[[ Recorded information, beginning ]]

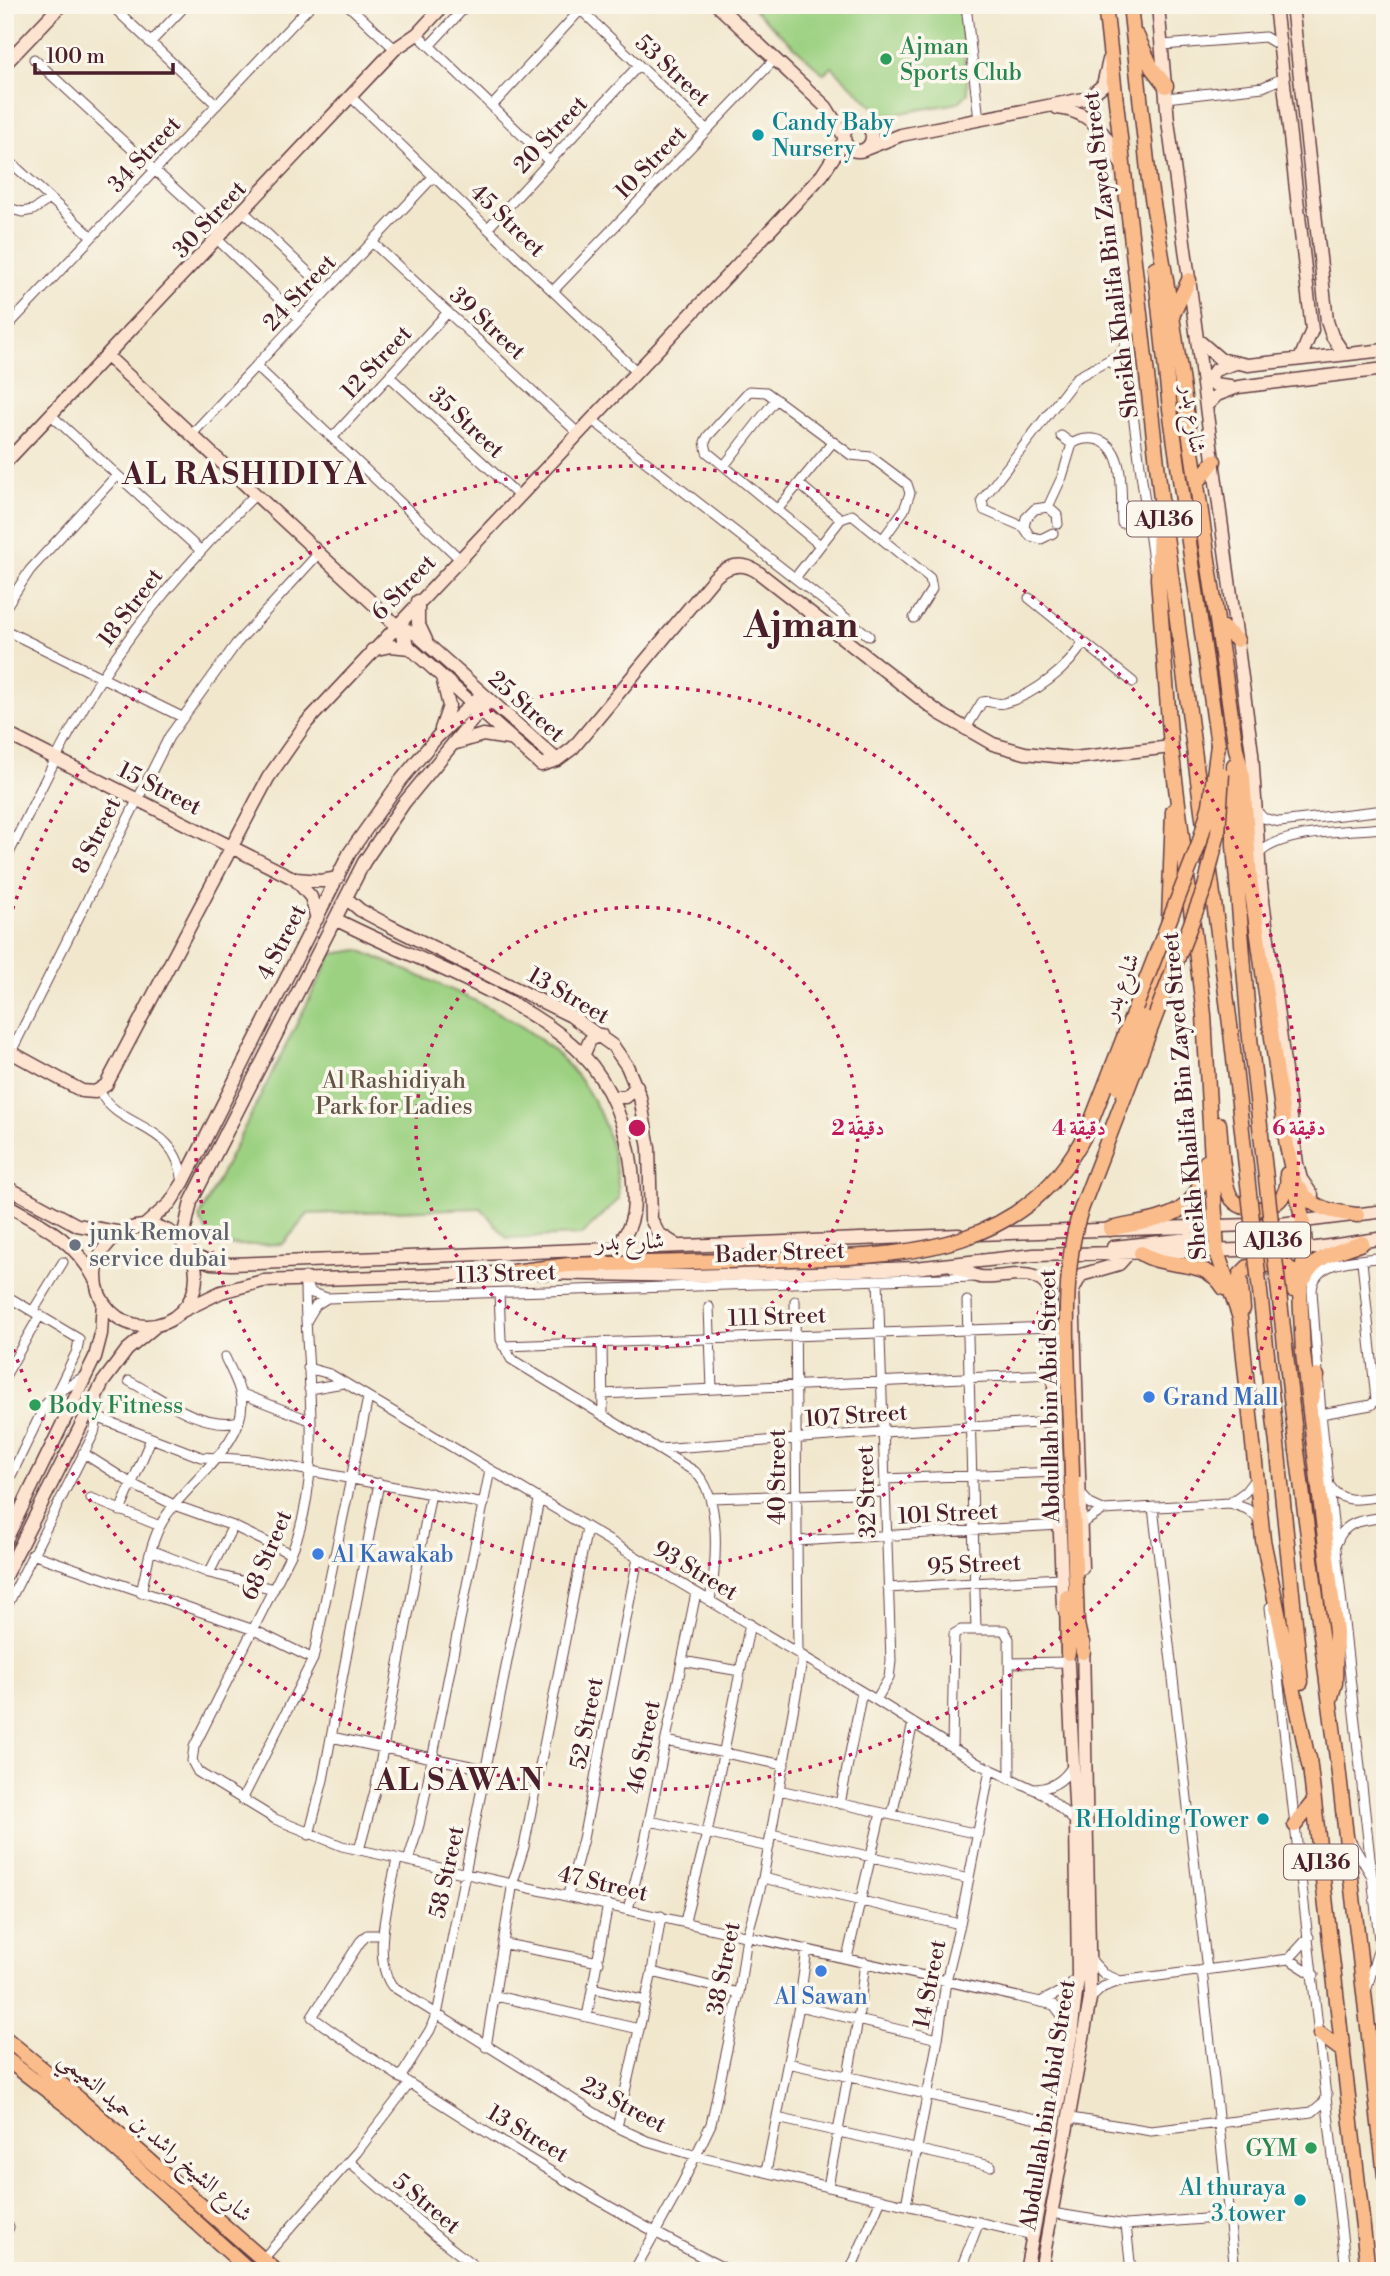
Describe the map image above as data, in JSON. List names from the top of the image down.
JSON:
{
  "streets": {
    "main road": [
      "Sheikh Khalifa Bin Zayed Street",
      "شارع بدر",
      "AJ136",
      "Abdullah bin Abid Street",
      "شارع الشيخ راشد بن حميد النعيمي"
    ],
    "street": [
      "53 Street",
      "20 Street",
      "34 Street",
      "10 Street",
      "30 Street",
      "45 Street",
      "24 Street",
      "39 Street",
      "12 Street",
      "35 Street",
      "6 Street",
      "18 Street",
      "25 Street",
      "15 Street",
      "8 Street",
      "4 Street",
      "13 Street",
      "Bader Street",
      "113 Street",
      "111 Street",
      "107 Street",
      "40 Street",
      "32 Street",
      "101 Street",
      "68 Street",
      "95 Street",
      "93 Street",
      "52 Street",
      "46 Street",
      "58 Street",
      "47 Street",
      "38 Street",
      "14 Street",
      "23 Street",
      "5 Street"
    ]
  },
  "crossings": [
    ["53 Street", "20 Street"],
    ["53 Street", "10 Street"],
    ["20 Street", "45 Street"],
    ["10 Street", "45 Street"],
    ["30 Street", "45 Street"],
    ["30 Street", "25 Street"],
    ["45 Street", "24 Street"],
    ["45 Street", "6 Street"],
    ["Sheikh Khalifa Bin Zayed Street", "شارع بدر"],
    ["Sheikh Khalifa Bin Zayed Street", "Bader Street"],
    ["Sheikh Khalifa Bin Zayed Street", "Abdullah bin Abid Street"],
    ["24 Street", "39 Street"],
    ["24 Street", "25 Street"],
    ["39 Street", "12 Street"],
    ["39 Street", "6 Street"],
    ["12 Street", "35 Street"],
    ["شارع بدر", "Bader Street"],
    ["شارع بدر", "Abdullah bin Abid Street"],
    ["35 Street", "6 Street"],
    ["6 Street", "25 Street"],
    ["6 Street", "15 Street"],
    ["18 Street", "25 Street"],
    ["18 Street", "15 Street"],
    ["25 Street", "8 Street"],
    ["25 Street", "4 Street"],
    ["15 Street", "8 Street"],
    ["15 Street", "4 Street"],
    ["4 Street", "13 Street"],
    ["4 Street", "Bader Street"],
    ["13 Street", "Bader Street"],
    ["13 Street", "58 Street"],
    ["13 Street", "38 Street"],
    ["13 Street", "23 Street"],
    ["Bader Street", "Abdullah bin Abid Street"],
    ["Bader Street", "68 Street"],
    ["113 Street", "Abdullah bin Abid Street"],
    ["113 Street", "32 Street"],
    ["111 Street", "Abdullah bin Abid Street"],
    ["111 Street", "40 Street"],
    ["111 Street", "32 Street"],
    ["Abdullah bin Abid Street", "107 Street"],
    ["Abdullah bin Abid Street", "101 Street"],
    ["Abdullah bin Abid Street", "95 Street"],
    ["Abdullah bin Abid Street", "93 Street"],
    ["Abdullah bin Abid Street", "23 Street"],
    ["107 Street", "40 Street"],
    ["107 Street", "32 Street"],
    ["40 Street", "101 Street"],
    ["40 Street", "93 Street"],
    ["40 Street", "38 Street"],
    ["32 Street", "101 Street"],
    ["32 Street", "95 Street"],
    ["32 Street", "93 Street"],
    ["68 Street", "93 Street"],
    ["68 Street", "47 Street"],
    ["93 Street", "52 Street"],
    ["93 Street", "46 Street"],
    ["93 Street", "58 Street"],
    ["93 Street", "38 Street"],
    ["93 Street", "14 Street"],
    ["52 Street", "47 Street"],
    ["46 Street", "47 Street"],
    ["58 Street", "47 Street"],
    ["58 Street", "23 Street"],
    ["47 Street", "38 Street"],
    ["47 Street", "14 Street"],
    ["47 Street", "23 Street"],
    ["38 Street", "23 Street"],
    ["14 Street", "23 Street"]
  ],
  "districts": ["AL RASHIDIYA", "Ajman", "AL SAWAN"],
  "parks": ["Al Rashidiyah Park for Ladies"],
  "places": [
    "Ajman Sports Club",
    "Candy Baby Nursery",
    "junk Removal service dubai",
    "Grand Mall",
    "Body Fitness",
    "Al Kawakab",
    "R Holding Tower",
    "Al Sawan",
    "GYM",
    "Al thuraya 3 tower"
  ],
  "scale_bar": "100 m",
  "rings": ["2 دقيقة", "4 دقيقة", "6 دقيقة"]
}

[[ Recorded information, end ]]

* _What you have to do_
Pick out and copy the lines of the material that include the word "شارع".

* _Answer_
      "شارع بدر",
      "شارع الشيخ راشد بن حميد النعيمي"
    ["Sheikh Khalifa Bin Zayed Street", "شارع بدر"],
    ["شارع بدر", "Bader Street"],
    ["شارع بدر", "Abdullah bin Abid Street"],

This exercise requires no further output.